Additionally, the Library 2020 Plan was shared with the campus administration, and the Library’s Undergraduate, Graduate, and Faculty Advisory Boards, which serve as sounding boards for the Library. Lastly, numerous “behind-the-scenes” tours were conducted over the past six years.

Over the past decade, we’ve seen a precipitous decline in Library print book checkouts, while visits to the physical facility and use of the electronic collection have risen substantially.

By merging our collection with Emory’s and relocating a substantial portion of our print collection to the Library Service Center, the Library is able to utilize our spaces for the services and collections required by the teaching, learning, and research of the future.

Renewal Story

User Research with Brightspot Strategy

In order to create a 21st century technological library, the Dorothy M. Crosland Tower and Price Gilbert Library are undergoing a major transformation to renew their crumbling and antiquated infrastructure. The Library is one of the most heavily utilized buildings on campus, and yet it currently operates with outdated electrical, HVAC, and other mechanical systems. Over the past years, faculty, students, Library administration, staff, and campus administration have campaigned to raise awareness about these critical infrastructure issues.

The Library partnered with Brightspot Strategy, a user-centered design consultancy, to assist with the user research process and develop a shared vision to inform the architectural design and programming of the renewed Library. At a high level, the objective of the User Research Study was to understand the research, teaching, and learning needs of various groups on campus and identify space and service opportunities to support those needs. Review the following documents to learn more:

Visioning the Future

The Library’s services demand both lively, collaborative spaces and quiet, contemplative spaces, designed with Georgia Tech’s thinkers in mind — spaces fashioned specifically for faculty, spaces geared to graduate students, spaces customized for undergraduate scholarship.

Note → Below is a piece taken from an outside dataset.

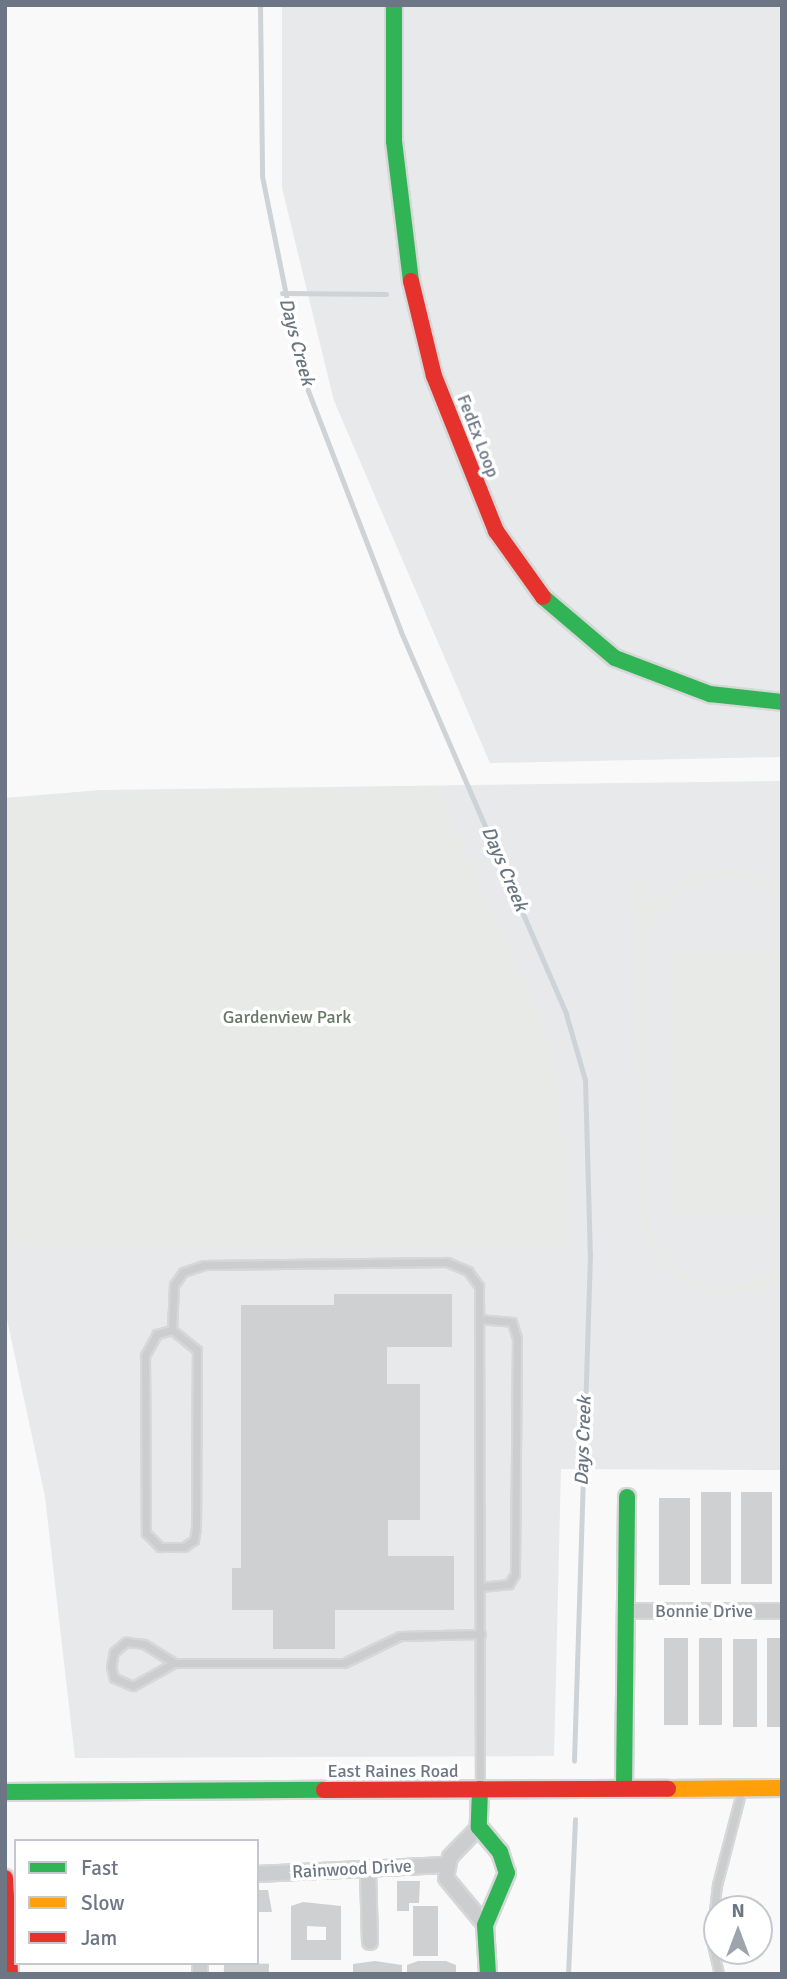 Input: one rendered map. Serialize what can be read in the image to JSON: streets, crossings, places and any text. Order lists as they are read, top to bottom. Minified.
{"streets":{"main road":["FedEx Loop","East Raines Road"],"street":["Bonnie Drive","Rainwood Drive"]},"water":["Days Creek"],"parks":["Gardenview Park"],"legend":["Fast","Slow","Jam"],"north":"top"}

The Library needs flexible and open room for over 500 annual library-related learning and instruction sessions. And the intricate and frequently invisible work that goes on behind the scenes within the Library to enable complex and vital services requires substantial physical space to further Georgia Tech’s top-tier technical reputation.

Following are archival photographs of Price Gilbert and Crosland spaces juxtaposed against the renderings for the renewed Library. On each photograph you will see how the Research Library of the 21st Century is a space for people, built to accommodate the rich and vibrant future of scholarship at Georgia Tech.

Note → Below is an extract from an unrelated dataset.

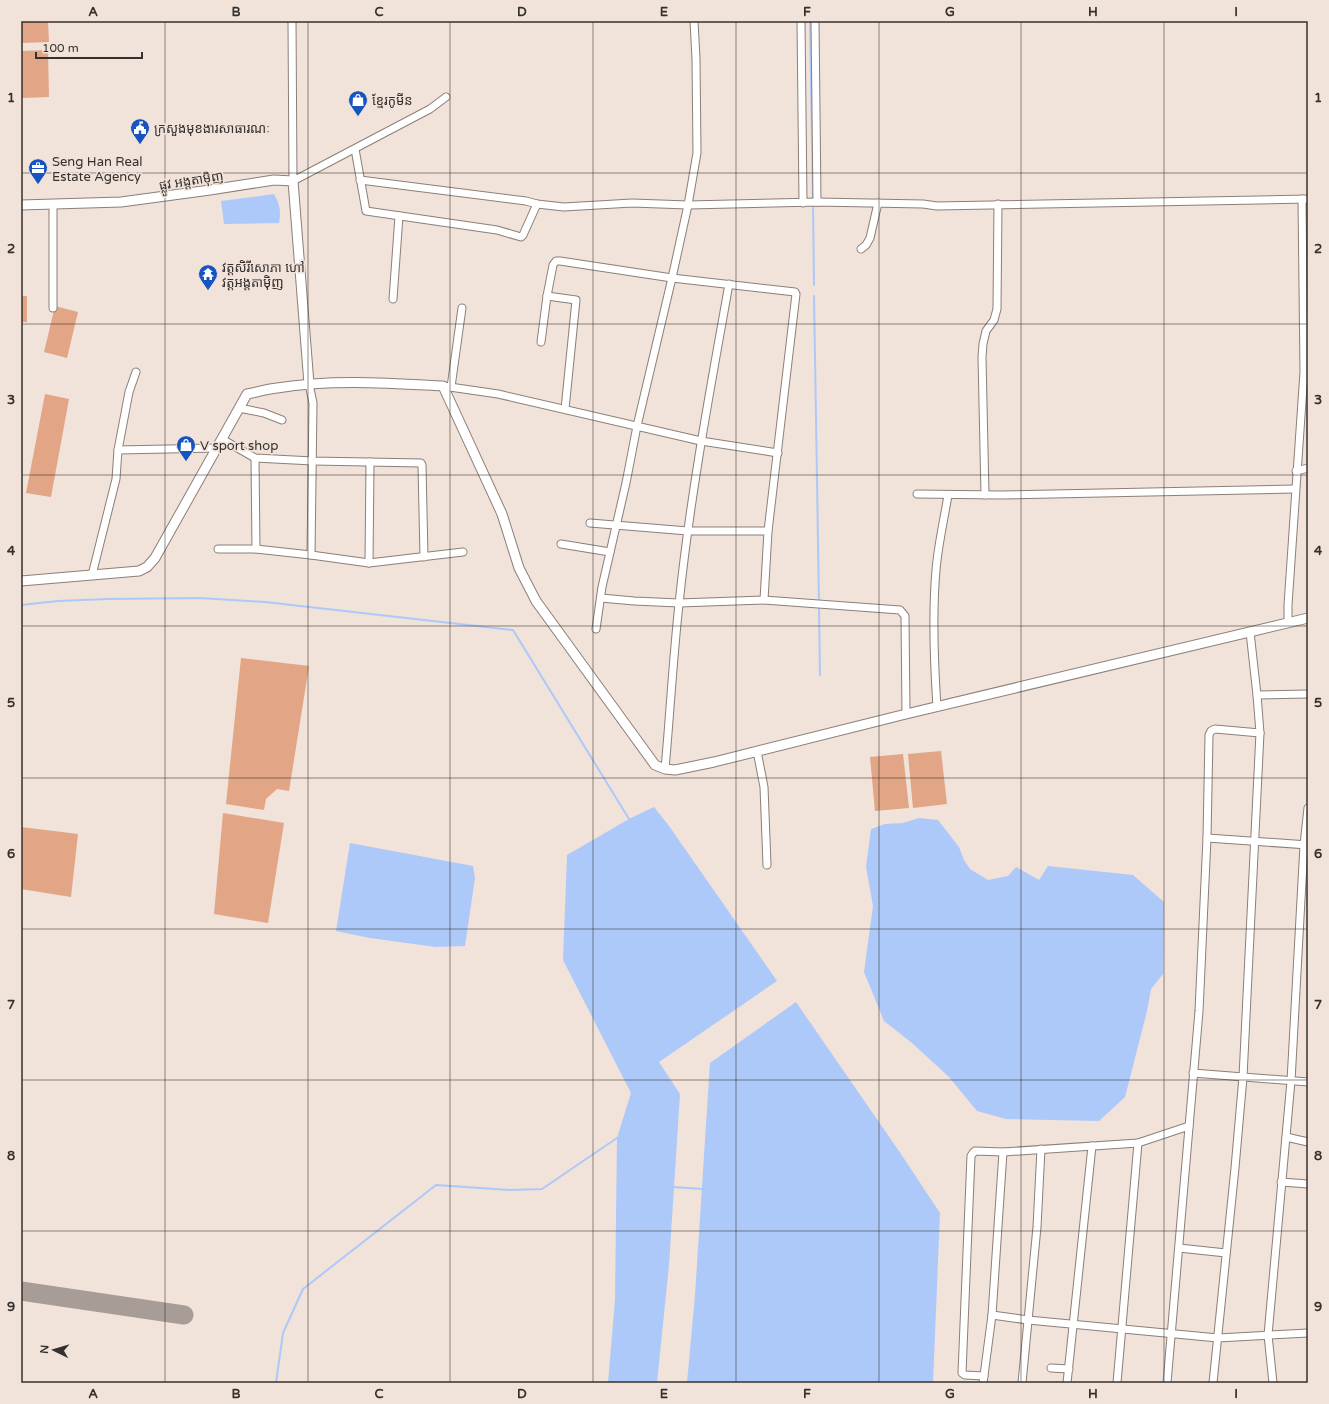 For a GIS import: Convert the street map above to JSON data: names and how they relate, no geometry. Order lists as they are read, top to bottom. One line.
{"streets":{"street":["ផ្លូវ អង្តតាម៉ិញ"]},"places":{"shop":["ខ្មែរកូមីន","V sport shop"],"public building":["ក្រសួងមុខងារសាធារណៈ"],"office":["Seng Han Real Estate Agency"],"temple":["វត្តសិរីសោភា ហៅ វត្តអង្តតាម៉ិញ"]},"scale_bar":"100 m","north":"left","grid":{"columns":["A","B","C","D","E","F","G","H","I"],"rows":["1","2","3","4","5","6","7","8","9"]}}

It projects outward, inviting and connecting scholars in new and exciting ways, blending the physical and the digital.

The envelopes of the buildings will be rehabilitated and opened up to daylight wherever possible. The core elements will be upgraded to meet contemporary codes and will provide room for future expansions or modifications. 

The systems that heat, cool, move water, and light the buildings will be entirely new and very efficient. Taken together, these strategies will drive energy use dramatically downward even as the user population doubles, so that the energy use intensity per person reduces by a factor of almost five.

With circulation of physical library materials trending downward, knowledge is now recorded, stored, and disseminated by digital means.

The digital cloud of shared knowledge is overwhelmingly vast. The Library of the 21st Century is a place to make sense of it all.

There remains a human desire for the Library to be a physical, tactile, and serendipitous experience that inspires awe. The future Library will do this by taking these digital, invisible resources and manifesting their presence through means that are sometimes pragmatic (as in virtual browsing) and sometimes artistic (as in an abstract installation).

- Courtesy BNIM



The story of the Georgia Tech Library renewal isn’t just about transforming space. It’s about how we’re able to bring cutting-edge learning experiences to students sustainably.

Through the renewal, Georgia Tech will increase seating capacity in the library 100 percent while decreasing overall energy use by 60 percent.